The U.S. Southern District Court of New York upheld Aurelius’ argument that Windstream’s 2015 spin-off of copper and fiber assets into the Uniti Group real estate investment trust (originally known as Communications Sales & Leasing) was prohibited by the indenture on certain notes, Bloomberg reports.
As a result, the court ruled that Aurelius is “entitled to a money judgment in the amount of the notes it holds plus interest.” That figure, the court said, “is $310,459,959.10 with an additional $61,347 per day in interest after July 23, 2018.”
Windstream said it will challenge the verdict.
“We are disappointed in, and frankly surprised by, the ruling and will be taking immediately steps to pursue all available options, including post-trial motions and an appeal,” said Windstream CEO Tony Thomas in a prepared statement.
The Windstream Aurelius Case
Windstream’s total risk is considerably greater than the $310 million plus interest cited in the Aurelius decision because the decision if it stands, could drive other bondholders to pursue similar suits against Windstream. The carrier likely would be unable to pay off all its bondholders, potentially triggering an eventual bankruptcy, although some financial experts said the appeal process could take years.
Telecom bankruptcies were quite common after the tech stock crash of 2000, but bankruptcies of companies such as Windstream that have an incumbent local exchange carrier business are rare. A Morningstar analyst that follows Windstream told Bloomberg he wouldn’t expect a potential Windstream bankruptcy to result in liquidation, however. Instead, he said the company would be more likely to reorganize, with customers seeing no major impact.

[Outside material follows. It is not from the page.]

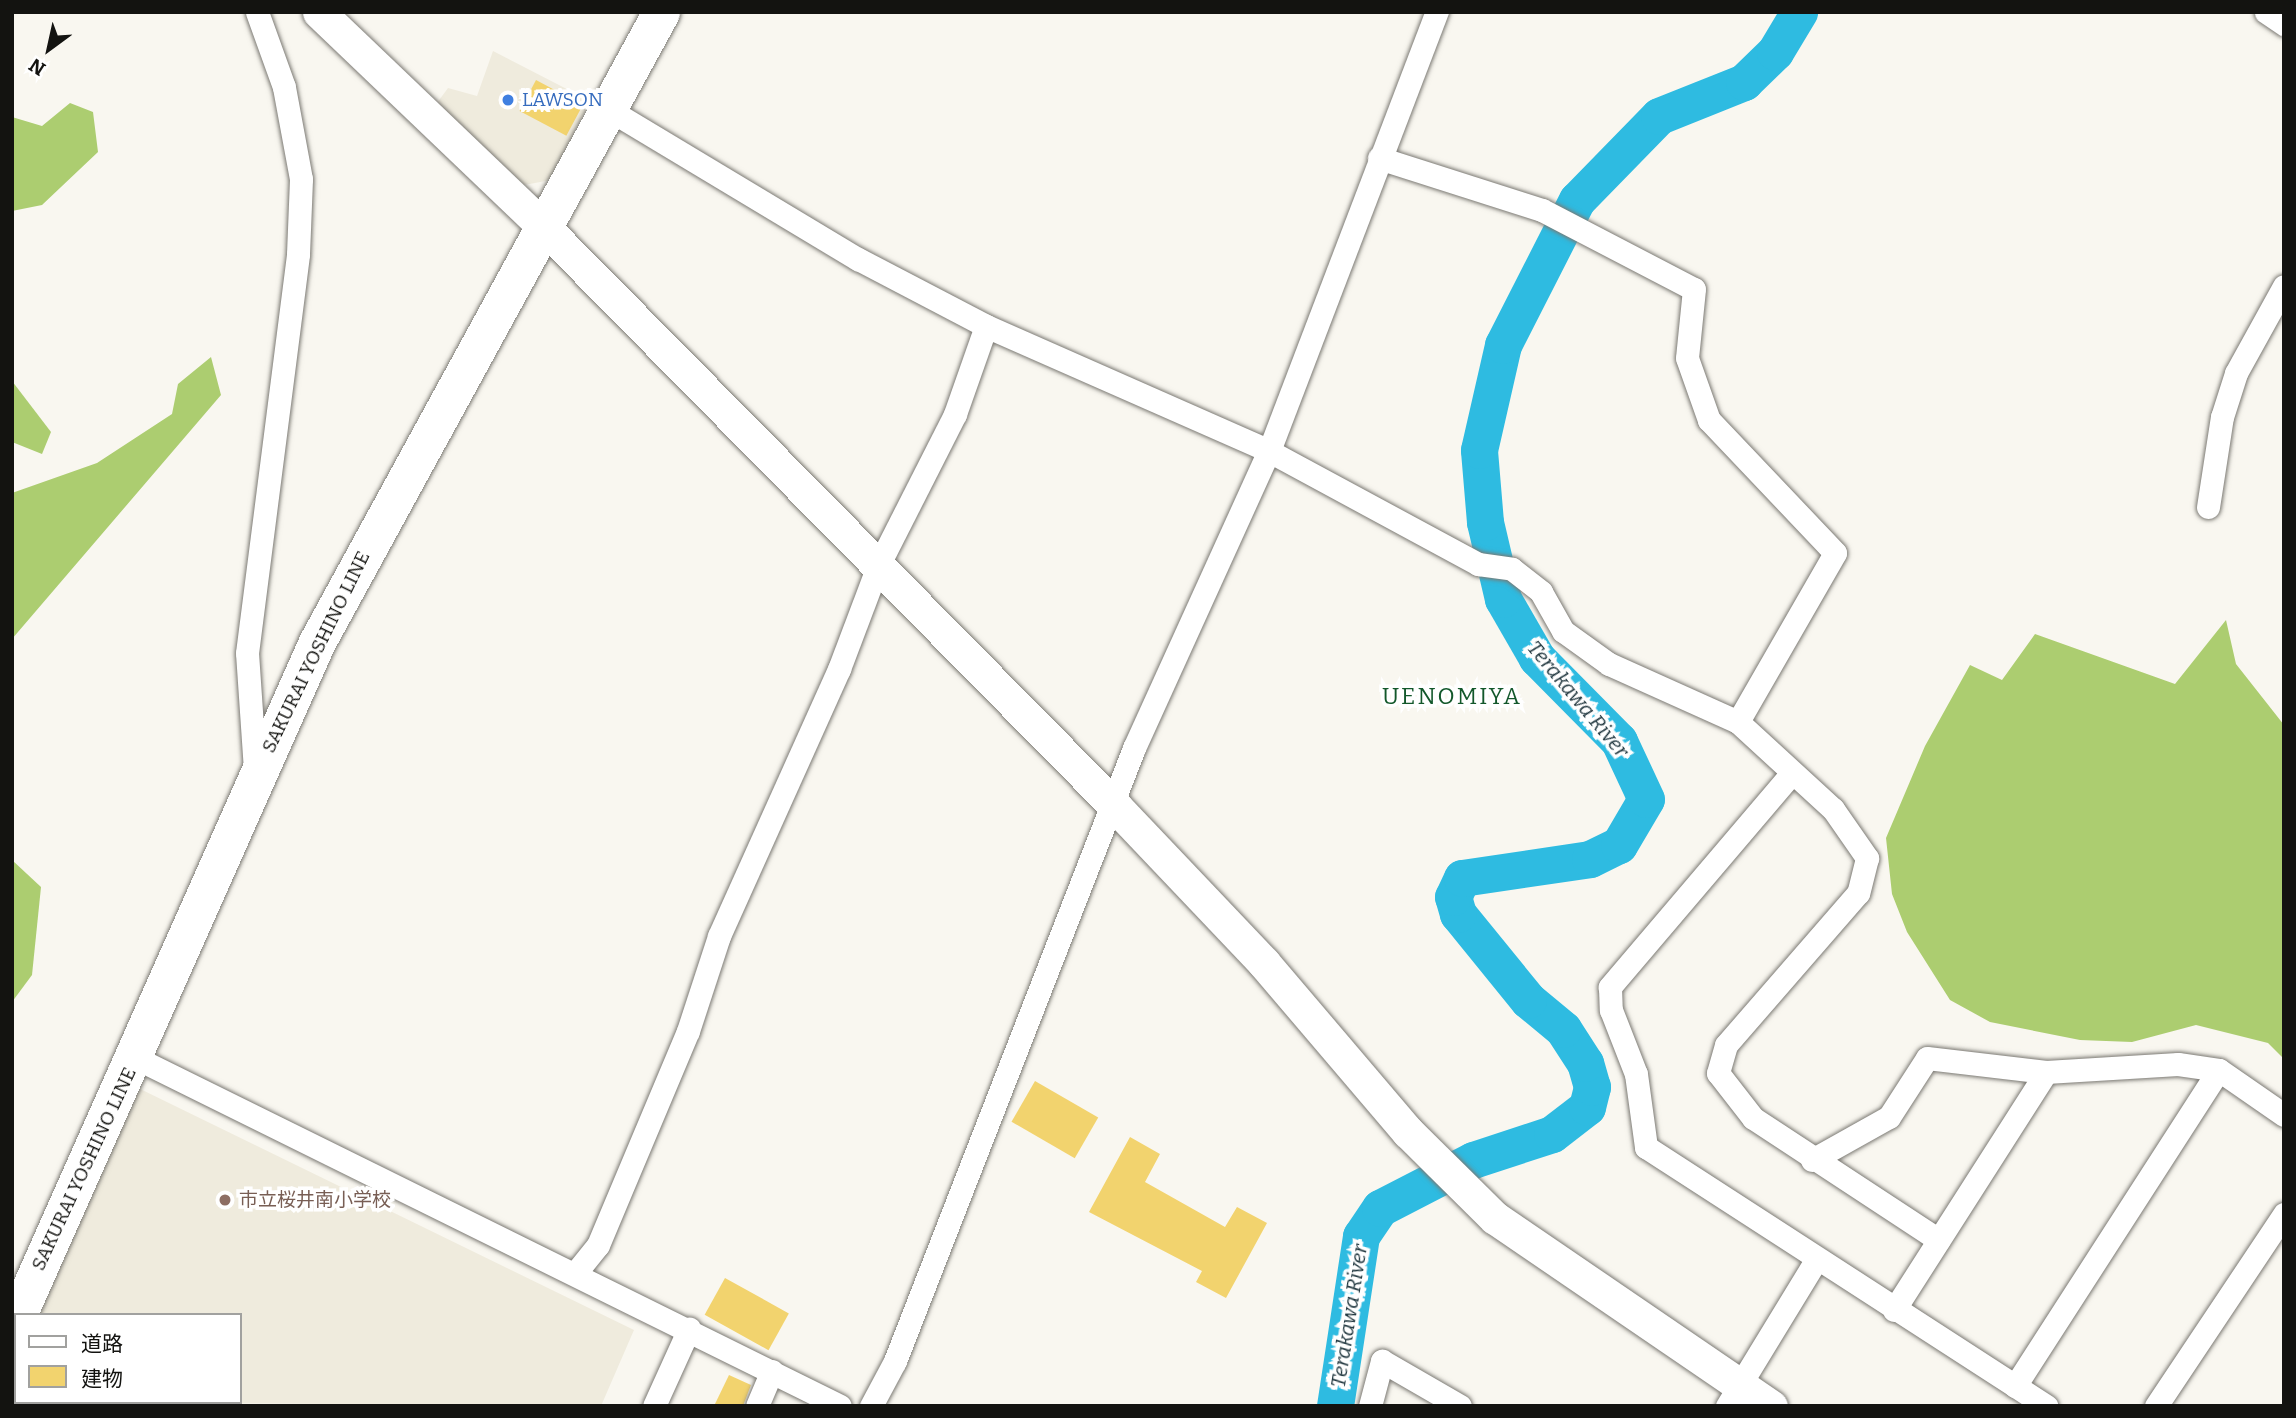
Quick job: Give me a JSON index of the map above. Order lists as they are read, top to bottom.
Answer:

The Windstream Aurelius decision is bad news for Uniti Group, which as of November was getting 64% of its revenue from Windstream and which saw its stock value drop considerably after the decision was announced Friday. If the Windstream Aurelius decision stands and Windstream is forced to reorganize, Uniti Group could be forced to accept less favorable terms on the long-term lease payments that Windstream makes to Uniti.
Windstream’s decision to spin off copper and fiber assets into a REIT was driven by the desire to raise capital for network investment. The REIT spinoff created certain tax advantages and at the time, some industry observers expected other carriers to make a similar move.
That hasn’t happened, although Zayo Group has made inquiries to the federal government about the possibility of doing is own spinoff. That prospect now may be less appealing to Zayo. And other carriers also may be glad they didn’t pursue that option.